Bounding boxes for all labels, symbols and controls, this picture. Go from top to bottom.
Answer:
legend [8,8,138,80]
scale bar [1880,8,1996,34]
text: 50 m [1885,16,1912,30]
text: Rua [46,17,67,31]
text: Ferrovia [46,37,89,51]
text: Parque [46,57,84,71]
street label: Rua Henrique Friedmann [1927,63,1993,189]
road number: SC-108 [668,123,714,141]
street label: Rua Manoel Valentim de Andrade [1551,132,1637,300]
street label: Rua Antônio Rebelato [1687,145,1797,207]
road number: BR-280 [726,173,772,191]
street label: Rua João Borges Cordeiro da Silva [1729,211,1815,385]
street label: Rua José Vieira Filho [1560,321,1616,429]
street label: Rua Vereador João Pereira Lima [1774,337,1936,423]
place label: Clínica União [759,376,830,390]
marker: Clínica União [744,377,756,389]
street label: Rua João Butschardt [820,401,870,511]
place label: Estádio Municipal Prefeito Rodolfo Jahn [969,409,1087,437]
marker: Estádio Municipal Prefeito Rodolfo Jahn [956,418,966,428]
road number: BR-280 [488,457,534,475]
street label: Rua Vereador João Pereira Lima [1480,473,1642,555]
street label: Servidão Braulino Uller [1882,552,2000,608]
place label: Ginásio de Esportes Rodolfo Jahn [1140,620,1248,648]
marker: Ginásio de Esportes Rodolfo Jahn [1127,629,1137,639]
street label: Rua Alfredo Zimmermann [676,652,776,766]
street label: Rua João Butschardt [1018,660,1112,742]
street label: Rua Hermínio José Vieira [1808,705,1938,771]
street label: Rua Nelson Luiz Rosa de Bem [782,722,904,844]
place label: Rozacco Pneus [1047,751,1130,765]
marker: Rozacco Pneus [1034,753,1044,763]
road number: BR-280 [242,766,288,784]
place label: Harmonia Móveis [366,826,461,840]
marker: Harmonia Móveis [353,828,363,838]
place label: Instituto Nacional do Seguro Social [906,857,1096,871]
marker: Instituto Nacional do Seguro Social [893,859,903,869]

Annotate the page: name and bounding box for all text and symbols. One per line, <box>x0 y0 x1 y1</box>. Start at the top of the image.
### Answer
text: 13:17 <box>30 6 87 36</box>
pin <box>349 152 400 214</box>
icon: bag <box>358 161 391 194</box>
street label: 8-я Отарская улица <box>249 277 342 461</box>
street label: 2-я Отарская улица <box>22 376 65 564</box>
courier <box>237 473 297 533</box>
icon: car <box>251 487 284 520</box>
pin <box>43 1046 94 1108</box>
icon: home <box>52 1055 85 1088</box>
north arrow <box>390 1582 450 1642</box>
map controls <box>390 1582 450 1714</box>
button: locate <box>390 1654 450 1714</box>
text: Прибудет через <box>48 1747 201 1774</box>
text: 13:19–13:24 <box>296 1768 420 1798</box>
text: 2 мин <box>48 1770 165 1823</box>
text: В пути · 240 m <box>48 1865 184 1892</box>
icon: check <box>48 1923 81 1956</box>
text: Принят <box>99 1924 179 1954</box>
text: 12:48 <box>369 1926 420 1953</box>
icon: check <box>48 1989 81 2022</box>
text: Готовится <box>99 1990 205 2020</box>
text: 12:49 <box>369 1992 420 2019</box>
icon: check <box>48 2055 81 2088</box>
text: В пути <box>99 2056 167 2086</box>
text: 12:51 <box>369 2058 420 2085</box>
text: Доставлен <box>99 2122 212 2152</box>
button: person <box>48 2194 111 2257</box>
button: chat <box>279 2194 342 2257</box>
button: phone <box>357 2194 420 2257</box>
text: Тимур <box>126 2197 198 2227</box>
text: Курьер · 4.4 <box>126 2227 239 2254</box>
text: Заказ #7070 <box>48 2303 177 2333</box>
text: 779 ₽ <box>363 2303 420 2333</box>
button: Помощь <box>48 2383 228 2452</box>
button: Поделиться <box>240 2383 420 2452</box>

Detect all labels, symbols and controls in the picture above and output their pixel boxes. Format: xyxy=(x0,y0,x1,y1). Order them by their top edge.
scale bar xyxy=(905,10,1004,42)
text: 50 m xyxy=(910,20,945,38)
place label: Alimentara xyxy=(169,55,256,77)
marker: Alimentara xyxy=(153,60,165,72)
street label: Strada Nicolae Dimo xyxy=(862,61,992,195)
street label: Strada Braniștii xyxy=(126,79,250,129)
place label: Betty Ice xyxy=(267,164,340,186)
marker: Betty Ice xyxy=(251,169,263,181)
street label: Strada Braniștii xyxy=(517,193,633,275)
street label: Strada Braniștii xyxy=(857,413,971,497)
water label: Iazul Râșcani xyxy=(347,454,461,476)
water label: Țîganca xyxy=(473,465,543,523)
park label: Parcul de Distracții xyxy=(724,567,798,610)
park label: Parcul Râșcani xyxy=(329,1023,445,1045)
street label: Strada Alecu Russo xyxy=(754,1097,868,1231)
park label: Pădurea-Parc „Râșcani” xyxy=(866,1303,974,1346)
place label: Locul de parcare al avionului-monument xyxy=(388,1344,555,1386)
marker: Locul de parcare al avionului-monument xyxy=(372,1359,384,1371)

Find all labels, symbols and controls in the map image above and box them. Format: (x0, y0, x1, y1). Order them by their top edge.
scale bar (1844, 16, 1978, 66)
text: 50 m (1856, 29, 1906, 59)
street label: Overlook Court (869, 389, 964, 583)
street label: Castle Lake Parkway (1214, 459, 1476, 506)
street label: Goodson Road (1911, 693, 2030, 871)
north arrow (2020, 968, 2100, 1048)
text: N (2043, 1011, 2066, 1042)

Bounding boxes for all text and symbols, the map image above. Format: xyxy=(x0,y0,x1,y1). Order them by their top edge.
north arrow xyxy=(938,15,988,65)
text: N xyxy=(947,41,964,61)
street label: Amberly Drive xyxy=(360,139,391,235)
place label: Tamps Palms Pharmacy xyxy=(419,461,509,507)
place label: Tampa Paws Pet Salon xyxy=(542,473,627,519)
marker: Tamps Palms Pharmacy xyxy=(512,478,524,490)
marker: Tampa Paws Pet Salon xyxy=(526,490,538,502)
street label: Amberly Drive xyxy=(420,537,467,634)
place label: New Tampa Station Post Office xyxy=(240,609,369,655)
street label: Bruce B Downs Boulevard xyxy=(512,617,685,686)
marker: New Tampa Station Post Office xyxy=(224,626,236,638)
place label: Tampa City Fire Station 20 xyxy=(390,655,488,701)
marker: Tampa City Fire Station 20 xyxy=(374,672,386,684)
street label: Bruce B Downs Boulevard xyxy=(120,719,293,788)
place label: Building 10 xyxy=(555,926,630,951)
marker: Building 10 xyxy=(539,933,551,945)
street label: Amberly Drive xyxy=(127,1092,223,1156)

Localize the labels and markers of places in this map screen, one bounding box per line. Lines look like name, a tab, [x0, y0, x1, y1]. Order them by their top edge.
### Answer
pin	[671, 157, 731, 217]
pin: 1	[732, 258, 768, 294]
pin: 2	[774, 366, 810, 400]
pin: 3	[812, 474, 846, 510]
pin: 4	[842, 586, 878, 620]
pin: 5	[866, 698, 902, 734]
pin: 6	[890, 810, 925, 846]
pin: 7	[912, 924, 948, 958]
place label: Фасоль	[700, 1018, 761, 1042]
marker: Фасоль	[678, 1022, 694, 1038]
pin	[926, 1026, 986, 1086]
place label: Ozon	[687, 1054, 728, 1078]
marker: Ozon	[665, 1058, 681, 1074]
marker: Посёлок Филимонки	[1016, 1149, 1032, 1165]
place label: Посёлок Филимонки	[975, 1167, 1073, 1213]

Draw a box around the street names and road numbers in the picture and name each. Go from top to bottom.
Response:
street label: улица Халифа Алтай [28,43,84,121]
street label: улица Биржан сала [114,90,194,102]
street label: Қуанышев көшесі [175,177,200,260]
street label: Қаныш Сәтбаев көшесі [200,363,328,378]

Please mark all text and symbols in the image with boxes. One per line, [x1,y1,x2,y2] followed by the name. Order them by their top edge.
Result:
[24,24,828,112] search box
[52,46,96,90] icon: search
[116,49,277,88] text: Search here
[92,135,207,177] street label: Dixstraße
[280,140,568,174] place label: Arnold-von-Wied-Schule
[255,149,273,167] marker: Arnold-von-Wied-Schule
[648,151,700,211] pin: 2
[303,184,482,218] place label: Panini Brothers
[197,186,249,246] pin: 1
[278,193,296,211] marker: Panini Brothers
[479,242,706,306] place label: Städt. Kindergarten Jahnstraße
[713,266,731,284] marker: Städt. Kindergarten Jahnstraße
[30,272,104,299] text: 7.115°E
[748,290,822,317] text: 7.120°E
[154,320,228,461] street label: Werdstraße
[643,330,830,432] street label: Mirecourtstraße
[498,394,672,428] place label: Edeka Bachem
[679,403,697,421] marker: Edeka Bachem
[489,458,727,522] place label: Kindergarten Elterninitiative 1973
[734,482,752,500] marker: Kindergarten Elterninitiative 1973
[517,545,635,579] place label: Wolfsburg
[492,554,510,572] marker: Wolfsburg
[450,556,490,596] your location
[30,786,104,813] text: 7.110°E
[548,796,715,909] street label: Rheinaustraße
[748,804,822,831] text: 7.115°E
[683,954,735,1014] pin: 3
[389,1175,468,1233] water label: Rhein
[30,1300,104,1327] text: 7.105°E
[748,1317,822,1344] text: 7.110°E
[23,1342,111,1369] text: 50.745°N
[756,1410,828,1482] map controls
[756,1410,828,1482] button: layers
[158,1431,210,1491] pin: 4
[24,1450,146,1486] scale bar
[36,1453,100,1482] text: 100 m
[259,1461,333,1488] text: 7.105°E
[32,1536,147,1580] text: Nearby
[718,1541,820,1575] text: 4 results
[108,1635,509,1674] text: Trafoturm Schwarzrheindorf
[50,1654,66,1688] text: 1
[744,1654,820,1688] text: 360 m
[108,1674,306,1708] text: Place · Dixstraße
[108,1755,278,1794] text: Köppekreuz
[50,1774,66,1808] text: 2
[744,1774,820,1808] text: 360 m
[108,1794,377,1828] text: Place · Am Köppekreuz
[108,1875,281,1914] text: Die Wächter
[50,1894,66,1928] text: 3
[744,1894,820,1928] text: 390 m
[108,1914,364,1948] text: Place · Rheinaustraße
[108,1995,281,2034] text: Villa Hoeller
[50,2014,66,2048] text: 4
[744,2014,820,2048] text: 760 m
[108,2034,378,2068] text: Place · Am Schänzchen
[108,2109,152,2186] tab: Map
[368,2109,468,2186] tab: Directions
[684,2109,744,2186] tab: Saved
※ ※ ※
**TASK ITEM:** The required output is every line above from the one with "Draw a box around" down to the one with "Please mark all", restated word for word, ends included.

**YOUR RESPONSE:**
Draw a box around the street names and road numbers in the picture and name each. Go from top to bottom.
Response:
street label: улица Халифа Алтай [28,43,84,121]
street label: улица Биржан сала [114,90,194,102]
street label: Қуанышев көшесі [175,177,200,260]
street label: Қаныш Сәтбаев көшесі [200,363,328,378]

Please mark all text and symbols in the image with boxes. One per line, [x1,y1,x2,y2] followed by the name. Order them by their top edge.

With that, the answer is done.